[Start of section]
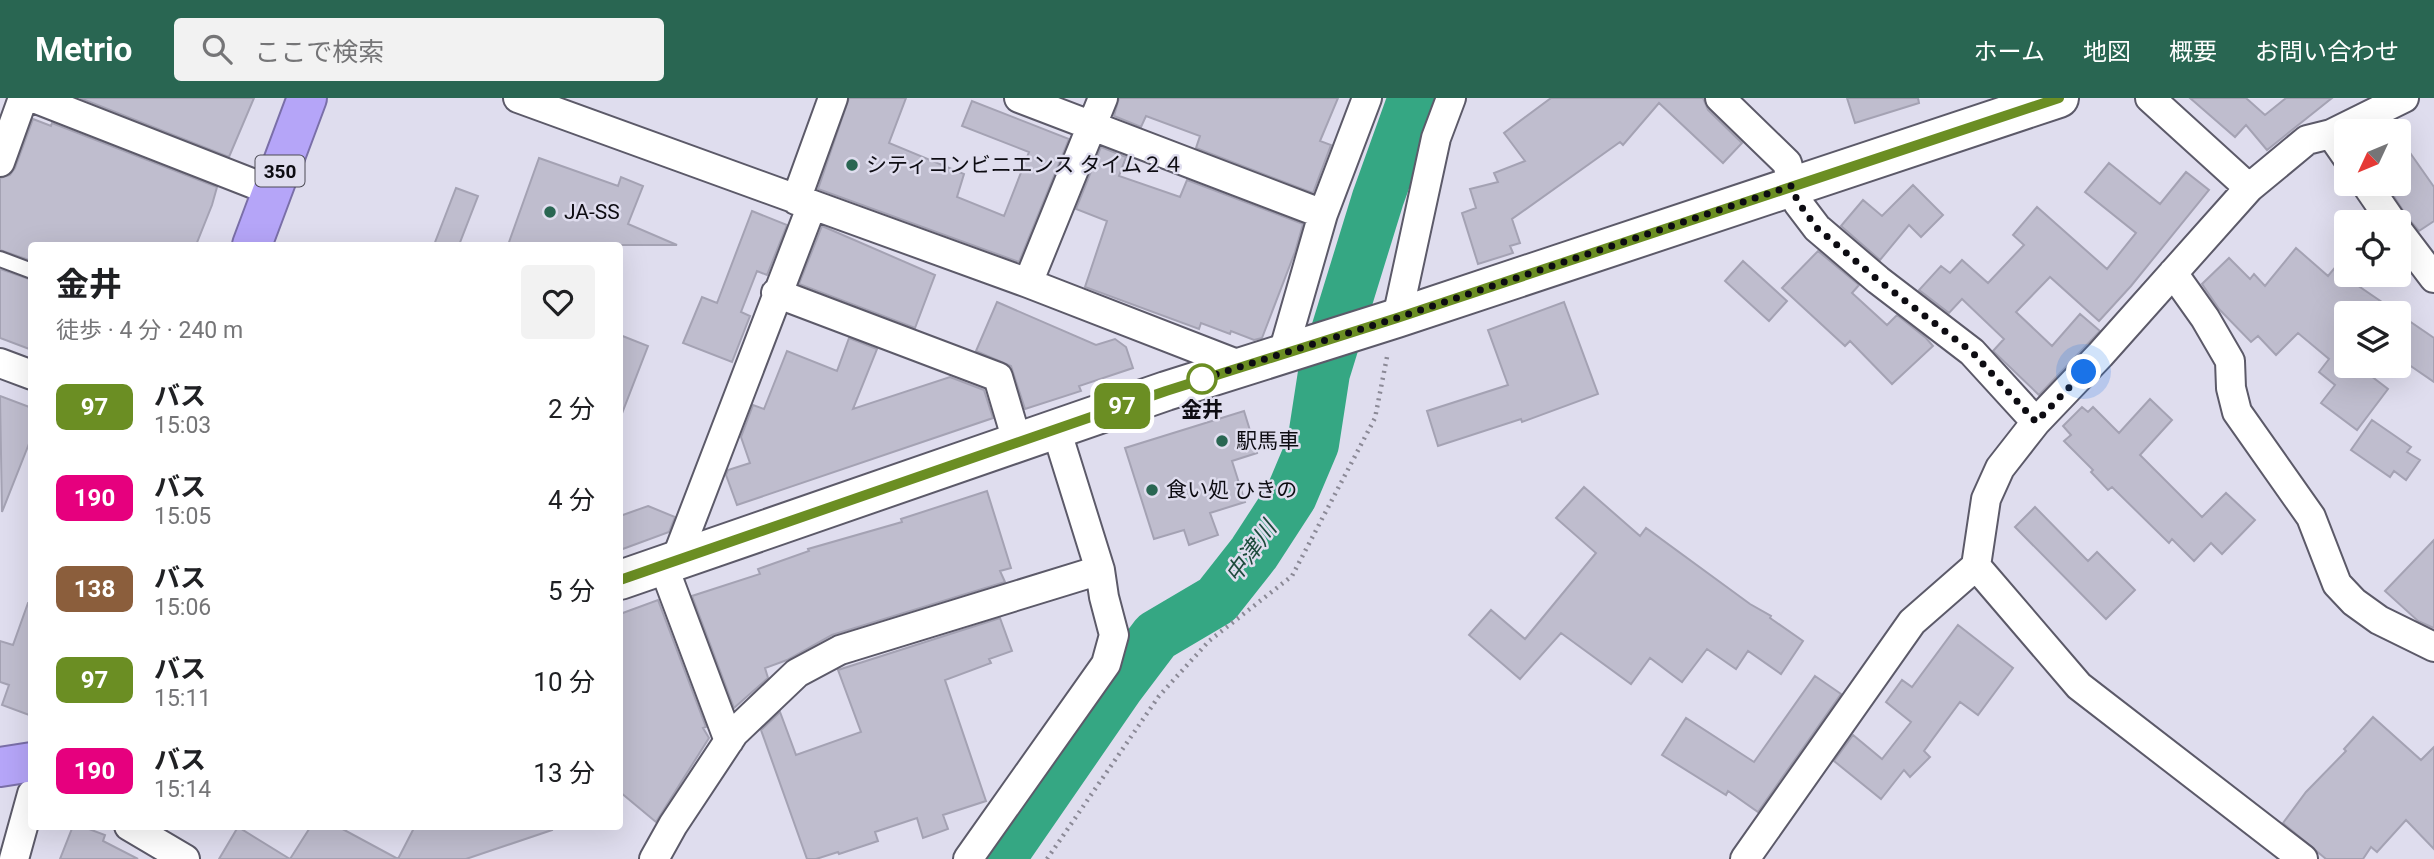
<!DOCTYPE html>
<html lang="ja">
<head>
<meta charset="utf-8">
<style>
	:root { --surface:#fff; --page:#f2f2f2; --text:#202124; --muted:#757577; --accent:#296652 }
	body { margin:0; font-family:Roboto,"Noto Sans JP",sans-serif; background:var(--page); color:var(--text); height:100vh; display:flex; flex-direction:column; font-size:26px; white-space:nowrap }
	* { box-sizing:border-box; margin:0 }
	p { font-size:23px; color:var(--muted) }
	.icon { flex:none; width:38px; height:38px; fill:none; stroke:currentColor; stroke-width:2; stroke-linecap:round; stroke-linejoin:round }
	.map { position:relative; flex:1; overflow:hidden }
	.side { position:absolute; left:28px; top:144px; width:595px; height:588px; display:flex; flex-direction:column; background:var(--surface); border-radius:7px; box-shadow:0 7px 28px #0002 }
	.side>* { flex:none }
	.badge { padding:0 14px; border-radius:10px; font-size:24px; line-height:46px }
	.needle { width:46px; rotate:226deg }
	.buttons { position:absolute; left:2334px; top:21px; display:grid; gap:14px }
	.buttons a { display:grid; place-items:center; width:77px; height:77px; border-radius:7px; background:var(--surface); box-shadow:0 7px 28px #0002; font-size:35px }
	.you { position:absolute; width:35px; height:35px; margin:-18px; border:5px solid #fff; border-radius:50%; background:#1a73e8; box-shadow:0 0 0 10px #1a73e833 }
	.map>.badge { position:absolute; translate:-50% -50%; box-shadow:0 0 0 4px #fff }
	.round { display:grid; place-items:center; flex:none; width:74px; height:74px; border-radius:7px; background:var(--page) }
	.overview { display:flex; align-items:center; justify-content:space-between; height:119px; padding:0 28px }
	h1 { font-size:33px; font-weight:700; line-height:52px }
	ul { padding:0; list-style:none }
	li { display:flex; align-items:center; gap:21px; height:91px; padding:0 28px }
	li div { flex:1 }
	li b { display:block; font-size:26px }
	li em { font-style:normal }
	li .badge { min-width:77px; font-weight:700; text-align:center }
	header { display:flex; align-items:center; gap:42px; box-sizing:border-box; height:98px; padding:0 35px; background:var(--accent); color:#fff }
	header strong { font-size:33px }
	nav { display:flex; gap:38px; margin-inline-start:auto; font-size:24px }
	.search { width:490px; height:63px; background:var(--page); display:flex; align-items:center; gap:18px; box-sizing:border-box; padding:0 24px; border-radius:7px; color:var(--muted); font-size:26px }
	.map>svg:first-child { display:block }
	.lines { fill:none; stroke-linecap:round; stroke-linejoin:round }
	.river { stroke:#35a783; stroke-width:52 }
	.building { fill:#bfbdce; stroke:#a4a2b3; stroke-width:2 }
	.lane-casing { stroke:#5c5a69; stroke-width:18 }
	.street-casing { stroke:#5c5a69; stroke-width:32 }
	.secondary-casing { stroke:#5c5a69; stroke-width:42 }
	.highway-casing { stroke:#7a6fa8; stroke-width:42 }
	.path { stroke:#8b8996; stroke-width:4.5; stroke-dasharray:2 5; stroke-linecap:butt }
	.lane { stroke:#fff; stroke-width:14 }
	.street { stroke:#fff; stroke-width:28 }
	.secondary { stroke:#fff; stroke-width:38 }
	.highway { stroke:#b5a5f8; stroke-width:38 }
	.line-casing { stroke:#fff; stroke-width:16 }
	.line { stroke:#6b8e23; stroke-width:10 }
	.walk { stroke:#0d0c12; stroke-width:7; stroke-dasharray:0 12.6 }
	.poi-dot { fill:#296652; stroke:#dfddee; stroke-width:2.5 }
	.stop-dot { fill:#fff; stroke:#6b8e23; stroke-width:3.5 }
	.labels { text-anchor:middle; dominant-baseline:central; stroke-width:5; stroke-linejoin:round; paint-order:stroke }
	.shield { fill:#dfddee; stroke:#4c4b54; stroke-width:2 }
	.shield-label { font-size:19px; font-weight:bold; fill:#0d0c12 }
	.poi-label { font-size:21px; fill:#0d0c12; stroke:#dfddee; text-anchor:start }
	.stop-label { font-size:21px; font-weight:bold; fill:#0d0c12; stroke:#dfddee }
	.water-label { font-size:23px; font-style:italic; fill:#1d4b3c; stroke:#dfddee }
</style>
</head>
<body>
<header>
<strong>Metrio</strong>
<div class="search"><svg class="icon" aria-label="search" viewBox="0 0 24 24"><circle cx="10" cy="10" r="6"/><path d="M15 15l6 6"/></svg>ここで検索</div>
<nav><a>ホーム</a><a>地図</a><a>概要</a><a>お問い合わせ</a></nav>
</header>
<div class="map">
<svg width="2434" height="761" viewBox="0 0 2434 761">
	<rect width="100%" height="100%" fill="#dfddee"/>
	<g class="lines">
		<path class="river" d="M999,761L1119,587L1156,538L1217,502L1254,455L1291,398L1313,346L1324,275L1378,100L1414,0"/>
	</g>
	<path class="building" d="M80,0H254L229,59Z
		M849,0H906L889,45L964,76L957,99L1004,118L1029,54L962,28L972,3L1069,41L1019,164L818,91Z
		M1119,0H1338L1320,43L1331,47L1313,95L1196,50L1200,38L1146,18L1141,29L1114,18Z
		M1551,0H1703L1708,12L1742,45L1723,65L1659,5L1623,47L1620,44L1512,121L1520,145L1510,148L1513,155L1478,166L1462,115L1476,110L1470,91L1498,84L1494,75L1525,63L1504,35Z
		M1847,0H1918L1919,5L1855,25Z
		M2190,0H2246L2265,17L2286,0H2332L2267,52L2246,27L2235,39Z
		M33,21L51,28L52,25L217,89L212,107L196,147H32V163L0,152V80L10,77L15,70Z
		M2399,39L2434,89V123L2419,133L2408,120L2386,86H2399Z
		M1101,49L1126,59L1119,78L1180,99L1187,82L1303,126L1295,154L1262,240L1254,242L1231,233L1230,236L1201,225L1199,231L1085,189L1107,123L1076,111Z
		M539,60L618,88L621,79L643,88L628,126L677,147H508Z
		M2109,65L2160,106L2186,74L2209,92L2131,188L2099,223L2050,179L2016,214L2052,248L2080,216L2100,233L2039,297L1993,253L2004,241L1962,201L1949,215L1919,192L1941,168L1950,175L1962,162L1988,185L2024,147L2013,137L2037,109L2107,171L2136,135L2085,94Z
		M1913,87L1943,117L1921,139L1909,127L1880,162L1841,128L1863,102L1882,118Z
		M456,90L478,98L459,147H434Z
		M752,113L787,127L767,177L757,173L741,214L750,218L732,264L683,245L702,199L717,205Z
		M822,128L935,177L915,230L799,186Z
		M2296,150L2328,178L2338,166L2347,174V177L2359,184L2357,187L2398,215H2347V268H2358L2388,291L2357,332L2321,305L2335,287L2319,274L2329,261L2298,235L2276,257L2258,238L2251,244L2219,211L2202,186L2229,160L2250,181L2254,176L2265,188Z
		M1818,153L1859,187L1852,195L1887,227L1897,217L1926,240L1933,248L1892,286L1850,243L1845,248L1782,190Z
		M1743,163L1787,203L1769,223L1725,183Z
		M0,171L32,182V252L0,240Z
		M997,204L1096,247L1115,241L1126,249L1133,270L1079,288L1081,293L1025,311L1011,268L976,253Z
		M1564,204L1598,296L1522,324L1521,321L1438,348L1427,313L1508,287L1488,232Z
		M2399,216L2434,240V284L2399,260Z
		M620,237L648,248L621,318H620Z
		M849,240L877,251L853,311L950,279L984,292L993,320L737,407L726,377L728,372L750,365L741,339L753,307L764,311L787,253L837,273Z
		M0,298L32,310V338L2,414Z
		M2150,301L2172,322L2140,357L2202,419L2226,395L2255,422L2222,456L2211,445L2194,463L2172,441L2169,445L2112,389L2108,392L2091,374L2093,372L2064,343L2071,337L2063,328L2082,309L2088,314L2093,309L2119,335Z
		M1244,313L1257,355L1232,363L1245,404L1210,415L1218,437L1189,447L1184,432L1154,441L1125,350Z
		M2372,322L2411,349L2407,354L2420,362L2406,382L2394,373L2390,379L2351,352Z
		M1584,389L1640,438L1646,430L1750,506L1771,518L1770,520L1803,543L1781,576L1748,553L1736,571L1707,551L1682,584L1650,560L1631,586L1561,535L1520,581L1469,537L1491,512L1525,541L1596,455L1556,420Z
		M987,393L1011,470L1000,473L1005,484L832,537L787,562L765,570L768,580L734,610L692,498L760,476L758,471L809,453L808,451L902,424L901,421Z
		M648,408L675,419L669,434L620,452V418Z
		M2035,409L2088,463L2097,454L2135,492L2106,521L2015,429Z
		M2434,442V530L2418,523L2385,493Z
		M658,502L706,629L703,630L709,640L656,724L620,694V516Z
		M28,505H32V618L2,607L9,587L0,584V543L13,547Z
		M1000,520L1012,553L989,561L991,565L945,582L986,703L943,717L948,731L923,740L917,720L875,734L878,743L839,756L838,754L816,761H807L761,632L780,614L796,657L861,634L838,572Z
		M1958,527L2013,570L1978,617L1960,604L1924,653L1930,659L1910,679L1904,672L1881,701L1834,663L1853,637L1882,661L1911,624L1886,604L1902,582L1912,589Z
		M1815,578L1841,596L1758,714L1728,693L1726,697L1662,657L1686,620L1754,664Z
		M2373,619L2421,662L2434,649V751L2406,722L2377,754L2371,749L2363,761H2326L2283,725L2306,694L2346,653L2344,651Z
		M73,728H81L105,737L103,743L138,761H60Z
		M311,728H337L398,761L415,728H551L552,732L466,761H219L238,729L290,761Z"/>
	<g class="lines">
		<defs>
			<path id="lane" d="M0,161L32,173"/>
			<path id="street" d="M34,0L272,93
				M518,0L1028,185L1242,268
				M1019,0L1323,116
				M1720,0L1787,65L1798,105L1817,130L1878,182L1972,254L2036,324
				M2150,0L2249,90
				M2331,36L2347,59
				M0,64L23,0
				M2366,86L2392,124
				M796,102L833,0
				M2399,134L2434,180
				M2173,175L2205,220L2230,263L2231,290L2237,314L2311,419L2337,486L2354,504L2379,522L2434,549
				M1028,185L1103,0
				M776,195L998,279L1017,343
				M1397,220L1436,40L1451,0
				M1283,255L1323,116L1367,0
				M0,265L32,277
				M675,464L812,107
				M663,467L729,643
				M1976,468L2079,588L2303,761
				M129,728L185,761
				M14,761L32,696
				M654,761L673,727L734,635L797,575L840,552L1100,472
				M968,761L1106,566L1114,537L1104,499L1100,472L1056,331
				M1745,761L1912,524L1976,468L1986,401L2000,370L2036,324L2100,257L2249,90L2307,42L2331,36L2404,0"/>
			<path id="secondary" d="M620,482L1166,293L1397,220L2059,0"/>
			<path id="highway" d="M252,147L307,0
				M0,669L32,664"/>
		</defs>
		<use href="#lane" class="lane-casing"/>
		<use href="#street" class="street-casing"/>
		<use href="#secondary" class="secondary-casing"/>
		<use href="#highway" class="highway-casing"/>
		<path class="path" d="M1047,761L1159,598L1209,543L1292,478L1375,320L1387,259"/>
		<use href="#lane" class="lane"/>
		<use href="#street" class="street"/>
		<use href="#secondary" class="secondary"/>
		<use href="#highway" class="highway"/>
	</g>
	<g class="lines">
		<defs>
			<path id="line" d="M620,482L1166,293L1397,220L2059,0"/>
		</defs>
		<use href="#line" class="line-casing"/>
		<use href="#line" class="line"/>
		<path class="walk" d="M1202,281L1191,284L1397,220L1791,88L1798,104L1817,130L1878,182L1972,254L2036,324L2084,274"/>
	</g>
	<g class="poi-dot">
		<circle cx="852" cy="67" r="7"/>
		<circle cx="550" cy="114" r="7"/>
		<circle cx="1222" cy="343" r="7"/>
		<circle cx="1152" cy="392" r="7"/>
	</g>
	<circle class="stop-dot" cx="1202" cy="281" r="14"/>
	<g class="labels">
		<rect class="shield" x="255.5" y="57.5" width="49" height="31" rx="5"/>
		<g class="shield-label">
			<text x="280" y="73">350</text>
		</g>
		<g class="poi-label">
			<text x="866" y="67">シティコンビニエンス タイム２４</text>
			<text x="564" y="114">JA-SS</text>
			<text x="1236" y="343">駅馬車</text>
			<text x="1166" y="392">食い処 ひきの</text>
		</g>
		<g class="stop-label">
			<text x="1202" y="312">金井</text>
		</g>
		<g class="water-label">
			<text transform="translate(1251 454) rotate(-54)">中津川</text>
		</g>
	</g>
</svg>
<div class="buttons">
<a><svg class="needle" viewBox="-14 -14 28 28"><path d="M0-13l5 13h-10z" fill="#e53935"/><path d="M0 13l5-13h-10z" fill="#757577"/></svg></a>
<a><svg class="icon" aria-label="locate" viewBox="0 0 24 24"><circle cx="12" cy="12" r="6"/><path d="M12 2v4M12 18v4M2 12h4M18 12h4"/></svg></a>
<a><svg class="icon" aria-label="layers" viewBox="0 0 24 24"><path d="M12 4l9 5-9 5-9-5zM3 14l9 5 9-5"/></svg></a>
</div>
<div class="you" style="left:2084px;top:274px"></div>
<b class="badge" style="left:1122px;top:308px;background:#6b8e23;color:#fff">97</b>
<section class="side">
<div class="overview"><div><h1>金井</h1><p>徒歩 · 4 分 · 240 m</p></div><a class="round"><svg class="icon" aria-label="heart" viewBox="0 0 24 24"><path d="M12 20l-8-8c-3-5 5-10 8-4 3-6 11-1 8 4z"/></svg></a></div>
<ul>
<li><span class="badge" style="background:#6b8e23;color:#fff">97</span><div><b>バス</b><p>15:03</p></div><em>2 分</em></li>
<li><span class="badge" style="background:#e6007e;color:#fff">190</span><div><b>バス</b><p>15:05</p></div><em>4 分</em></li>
<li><span class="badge" style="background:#8b5e3c;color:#fff">138</span><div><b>バス</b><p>15:06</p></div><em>5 分</em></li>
<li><span class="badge" style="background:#6b8e23;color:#fff">97</span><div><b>バス</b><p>15:11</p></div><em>10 分</em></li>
<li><span class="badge" style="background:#e6007e;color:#fff">190</span><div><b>バス</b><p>15:14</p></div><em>13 分</em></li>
</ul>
</section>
</div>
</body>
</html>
[End of section]
WORK REQUIRED:
The lines to be transcribed are those from the first line of the data above through the line holding "--surface:#fff; --page:#f2f2f2; --text:#202124;", inclusive; copy them exactly and only, leaving out the pictures.

RESPONSE AREA:
<!DOCTYPE html>
<html lang="ja">
<head>
<meta charset="utf-8">
<style>
	:root { --surface:#fff; --page:#f2f2f2; --text:#202124; --muted:#757577; --accent:#296652 }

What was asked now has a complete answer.